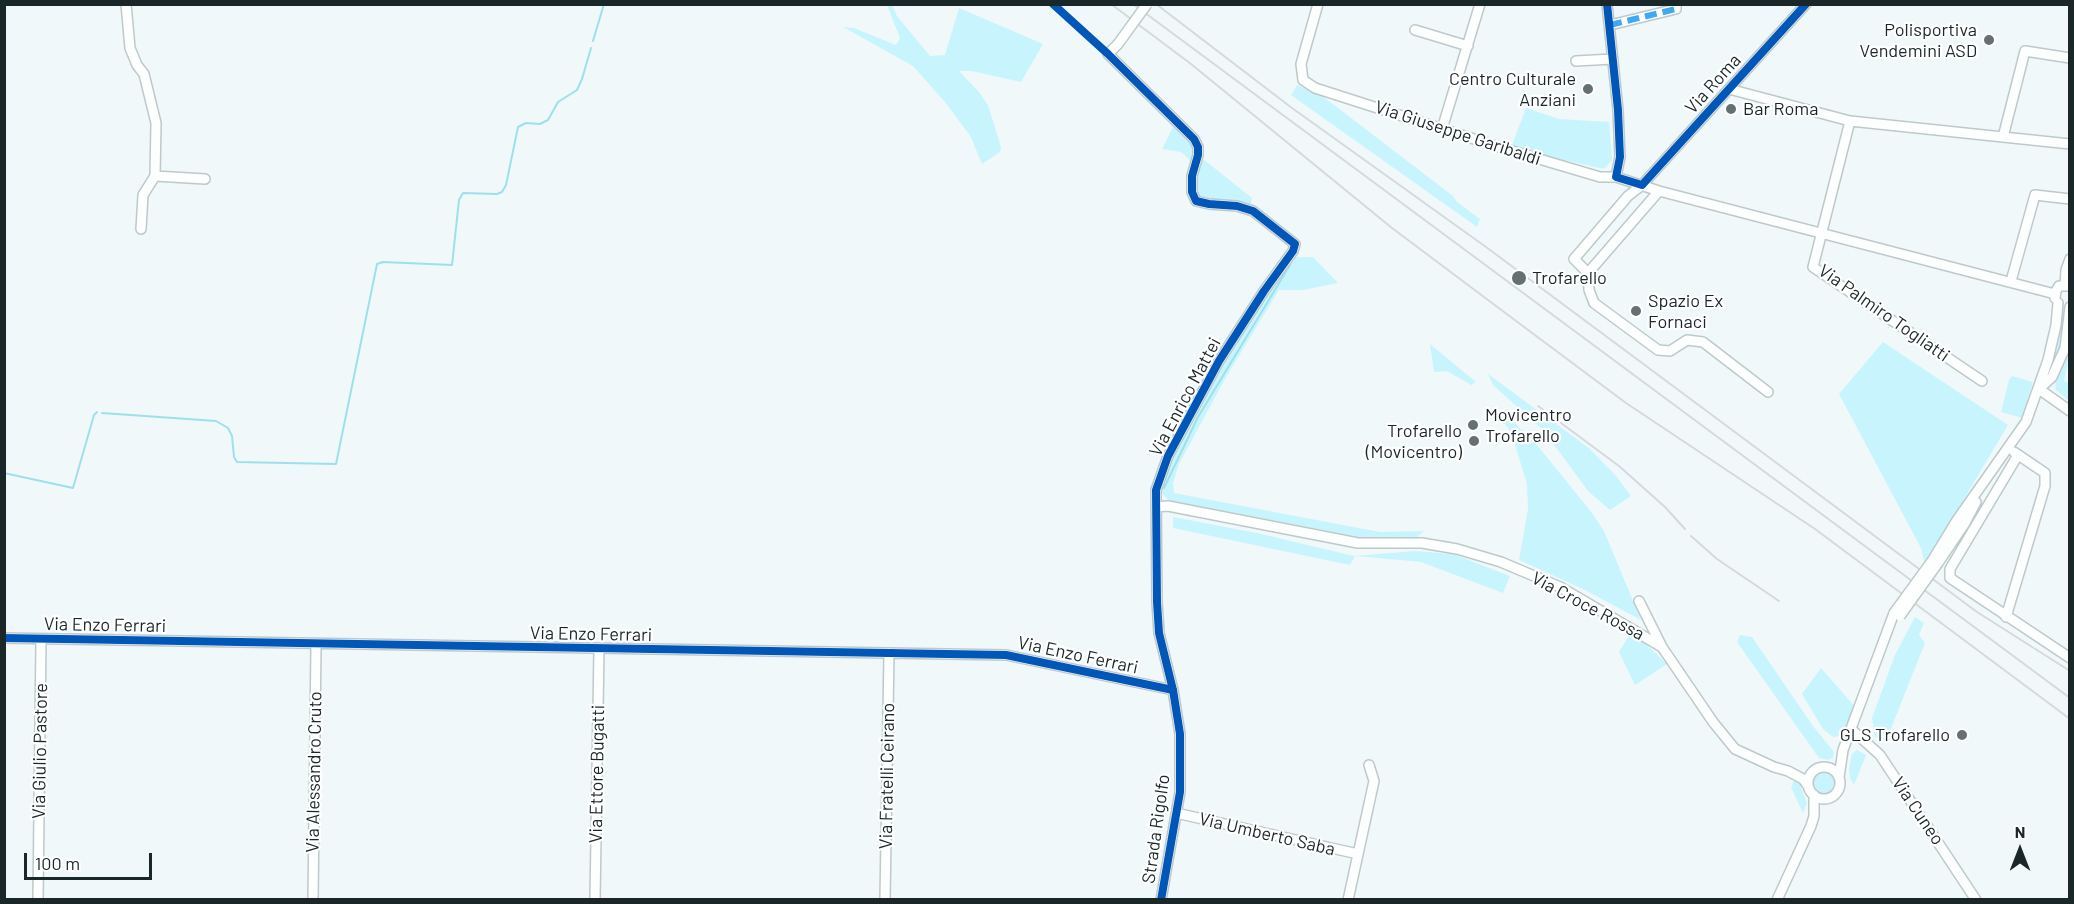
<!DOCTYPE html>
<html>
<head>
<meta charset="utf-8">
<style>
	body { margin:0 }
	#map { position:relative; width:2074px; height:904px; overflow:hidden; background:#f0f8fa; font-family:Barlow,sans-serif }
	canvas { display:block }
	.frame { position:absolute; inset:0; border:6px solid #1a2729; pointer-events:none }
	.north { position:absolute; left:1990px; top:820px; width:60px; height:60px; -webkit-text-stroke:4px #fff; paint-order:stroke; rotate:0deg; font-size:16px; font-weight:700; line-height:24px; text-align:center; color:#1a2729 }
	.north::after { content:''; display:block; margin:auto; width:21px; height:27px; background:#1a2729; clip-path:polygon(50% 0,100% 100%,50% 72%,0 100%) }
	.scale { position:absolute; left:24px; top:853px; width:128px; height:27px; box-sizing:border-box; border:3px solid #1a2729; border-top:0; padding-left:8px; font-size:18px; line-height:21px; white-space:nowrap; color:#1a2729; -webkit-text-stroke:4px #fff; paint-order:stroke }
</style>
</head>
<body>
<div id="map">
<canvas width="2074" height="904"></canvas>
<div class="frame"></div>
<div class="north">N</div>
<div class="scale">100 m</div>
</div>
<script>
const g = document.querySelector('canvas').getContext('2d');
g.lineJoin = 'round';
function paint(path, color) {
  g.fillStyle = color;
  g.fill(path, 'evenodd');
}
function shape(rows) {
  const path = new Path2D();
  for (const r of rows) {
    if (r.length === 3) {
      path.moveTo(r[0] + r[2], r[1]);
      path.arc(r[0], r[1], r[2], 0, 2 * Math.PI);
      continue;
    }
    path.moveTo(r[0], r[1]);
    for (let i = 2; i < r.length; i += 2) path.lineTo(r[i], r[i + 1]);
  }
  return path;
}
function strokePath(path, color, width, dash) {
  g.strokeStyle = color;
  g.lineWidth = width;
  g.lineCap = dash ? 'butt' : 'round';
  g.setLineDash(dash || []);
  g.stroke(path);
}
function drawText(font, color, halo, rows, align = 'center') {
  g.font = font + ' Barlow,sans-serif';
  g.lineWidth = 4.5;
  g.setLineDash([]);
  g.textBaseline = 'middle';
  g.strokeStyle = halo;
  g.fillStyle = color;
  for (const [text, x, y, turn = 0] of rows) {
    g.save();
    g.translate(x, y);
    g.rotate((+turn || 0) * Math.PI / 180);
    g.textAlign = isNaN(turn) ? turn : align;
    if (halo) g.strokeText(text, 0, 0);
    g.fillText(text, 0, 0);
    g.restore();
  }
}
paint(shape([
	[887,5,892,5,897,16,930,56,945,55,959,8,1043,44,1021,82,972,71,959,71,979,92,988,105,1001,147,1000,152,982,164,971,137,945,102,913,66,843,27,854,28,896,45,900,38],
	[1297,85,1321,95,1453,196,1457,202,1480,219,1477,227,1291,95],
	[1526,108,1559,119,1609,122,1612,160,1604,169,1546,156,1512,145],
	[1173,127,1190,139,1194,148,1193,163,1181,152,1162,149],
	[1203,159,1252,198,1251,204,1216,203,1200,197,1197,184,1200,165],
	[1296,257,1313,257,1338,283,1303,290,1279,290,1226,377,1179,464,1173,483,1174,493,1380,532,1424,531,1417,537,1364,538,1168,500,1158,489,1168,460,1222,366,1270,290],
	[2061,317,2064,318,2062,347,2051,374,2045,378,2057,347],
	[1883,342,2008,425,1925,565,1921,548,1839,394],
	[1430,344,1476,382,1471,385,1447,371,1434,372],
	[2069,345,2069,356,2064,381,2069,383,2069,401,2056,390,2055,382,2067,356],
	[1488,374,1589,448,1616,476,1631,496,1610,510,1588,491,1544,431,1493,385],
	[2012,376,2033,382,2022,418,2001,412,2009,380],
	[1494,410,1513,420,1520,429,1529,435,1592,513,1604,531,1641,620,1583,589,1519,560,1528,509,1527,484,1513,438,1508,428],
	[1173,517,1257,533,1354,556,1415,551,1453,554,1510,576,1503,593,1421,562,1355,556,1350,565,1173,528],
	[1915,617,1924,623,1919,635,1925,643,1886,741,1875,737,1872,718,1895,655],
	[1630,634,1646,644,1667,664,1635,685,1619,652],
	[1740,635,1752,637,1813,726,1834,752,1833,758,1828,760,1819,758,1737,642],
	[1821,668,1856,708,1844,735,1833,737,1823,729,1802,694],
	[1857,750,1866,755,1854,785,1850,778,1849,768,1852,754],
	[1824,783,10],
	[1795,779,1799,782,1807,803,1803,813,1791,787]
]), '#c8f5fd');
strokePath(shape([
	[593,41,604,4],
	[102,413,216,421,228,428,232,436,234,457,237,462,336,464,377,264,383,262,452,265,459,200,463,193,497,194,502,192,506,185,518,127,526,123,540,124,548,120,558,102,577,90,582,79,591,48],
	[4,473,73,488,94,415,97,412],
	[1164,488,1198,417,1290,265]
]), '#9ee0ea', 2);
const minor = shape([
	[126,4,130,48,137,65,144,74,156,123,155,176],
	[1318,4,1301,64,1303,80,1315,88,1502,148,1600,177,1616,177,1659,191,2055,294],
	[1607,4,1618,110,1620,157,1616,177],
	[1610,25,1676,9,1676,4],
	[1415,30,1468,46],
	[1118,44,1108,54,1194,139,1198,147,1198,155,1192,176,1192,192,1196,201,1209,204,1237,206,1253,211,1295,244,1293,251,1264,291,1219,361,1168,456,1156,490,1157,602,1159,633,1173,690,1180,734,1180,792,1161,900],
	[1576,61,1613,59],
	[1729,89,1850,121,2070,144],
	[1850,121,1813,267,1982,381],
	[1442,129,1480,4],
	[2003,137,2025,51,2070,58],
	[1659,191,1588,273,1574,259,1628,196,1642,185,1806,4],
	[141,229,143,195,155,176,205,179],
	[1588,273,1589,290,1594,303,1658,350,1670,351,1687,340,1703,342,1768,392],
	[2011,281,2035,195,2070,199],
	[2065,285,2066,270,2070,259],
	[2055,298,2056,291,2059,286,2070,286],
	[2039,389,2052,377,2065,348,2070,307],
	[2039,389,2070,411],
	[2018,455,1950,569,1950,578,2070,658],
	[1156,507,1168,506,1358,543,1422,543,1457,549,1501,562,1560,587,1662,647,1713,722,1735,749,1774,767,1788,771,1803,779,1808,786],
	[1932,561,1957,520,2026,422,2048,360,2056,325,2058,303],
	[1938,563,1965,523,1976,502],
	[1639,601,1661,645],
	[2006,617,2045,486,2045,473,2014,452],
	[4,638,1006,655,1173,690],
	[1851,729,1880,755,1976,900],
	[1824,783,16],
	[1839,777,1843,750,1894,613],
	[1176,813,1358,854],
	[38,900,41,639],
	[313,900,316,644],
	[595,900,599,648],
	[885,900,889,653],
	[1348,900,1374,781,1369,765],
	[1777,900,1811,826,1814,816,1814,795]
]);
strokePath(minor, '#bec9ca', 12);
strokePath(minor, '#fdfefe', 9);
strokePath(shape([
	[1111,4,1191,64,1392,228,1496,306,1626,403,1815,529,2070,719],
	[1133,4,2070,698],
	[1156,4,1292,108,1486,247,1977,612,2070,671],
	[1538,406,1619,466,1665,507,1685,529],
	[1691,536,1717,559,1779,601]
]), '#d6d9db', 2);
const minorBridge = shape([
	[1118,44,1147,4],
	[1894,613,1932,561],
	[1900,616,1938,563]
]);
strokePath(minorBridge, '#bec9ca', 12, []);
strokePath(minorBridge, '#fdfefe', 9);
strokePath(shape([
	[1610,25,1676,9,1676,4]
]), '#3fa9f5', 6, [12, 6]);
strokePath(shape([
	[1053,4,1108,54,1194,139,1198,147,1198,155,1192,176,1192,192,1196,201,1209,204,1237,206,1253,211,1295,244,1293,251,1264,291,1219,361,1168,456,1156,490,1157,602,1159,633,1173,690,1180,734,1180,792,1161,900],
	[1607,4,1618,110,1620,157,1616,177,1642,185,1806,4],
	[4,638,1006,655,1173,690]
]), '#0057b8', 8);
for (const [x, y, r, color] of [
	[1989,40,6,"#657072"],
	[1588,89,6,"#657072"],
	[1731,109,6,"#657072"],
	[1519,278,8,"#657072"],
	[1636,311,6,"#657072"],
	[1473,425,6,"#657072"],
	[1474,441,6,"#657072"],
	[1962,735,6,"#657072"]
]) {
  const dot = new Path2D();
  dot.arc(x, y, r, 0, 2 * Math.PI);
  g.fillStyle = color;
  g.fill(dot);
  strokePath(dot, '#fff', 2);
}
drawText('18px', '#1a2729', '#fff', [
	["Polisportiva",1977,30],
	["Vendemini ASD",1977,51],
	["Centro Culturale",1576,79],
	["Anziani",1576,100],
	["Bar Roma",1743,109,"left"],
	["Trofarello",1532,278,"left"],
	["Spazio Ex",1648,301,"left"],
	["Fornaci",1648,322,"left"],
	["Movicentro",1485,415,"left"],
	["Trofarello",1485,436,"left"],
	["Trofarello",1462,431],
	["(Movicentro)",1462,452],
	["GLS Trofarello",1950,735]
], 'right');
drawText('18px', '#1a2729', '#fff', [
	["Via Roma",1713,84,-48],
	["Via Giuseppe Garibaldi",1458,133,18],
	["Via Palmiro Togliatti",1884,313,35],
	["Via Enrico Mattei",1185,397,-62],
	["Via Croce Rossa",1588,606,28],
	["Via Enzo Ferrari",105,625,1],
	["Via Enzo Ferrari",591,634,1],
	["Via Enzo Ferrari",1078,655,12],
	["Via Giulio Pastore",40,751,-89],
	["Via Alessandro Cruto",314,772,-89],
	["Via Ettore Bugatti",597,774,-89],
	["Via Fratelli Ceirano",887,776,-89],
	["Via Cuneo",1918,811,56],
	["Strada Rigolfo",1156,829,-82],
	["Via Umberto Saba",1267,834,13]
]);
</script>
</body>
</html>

====

> _Problem to solve_: Tell me how many lines of the data hold the word "align", giving only the number.

> _Answer to this problem_: 3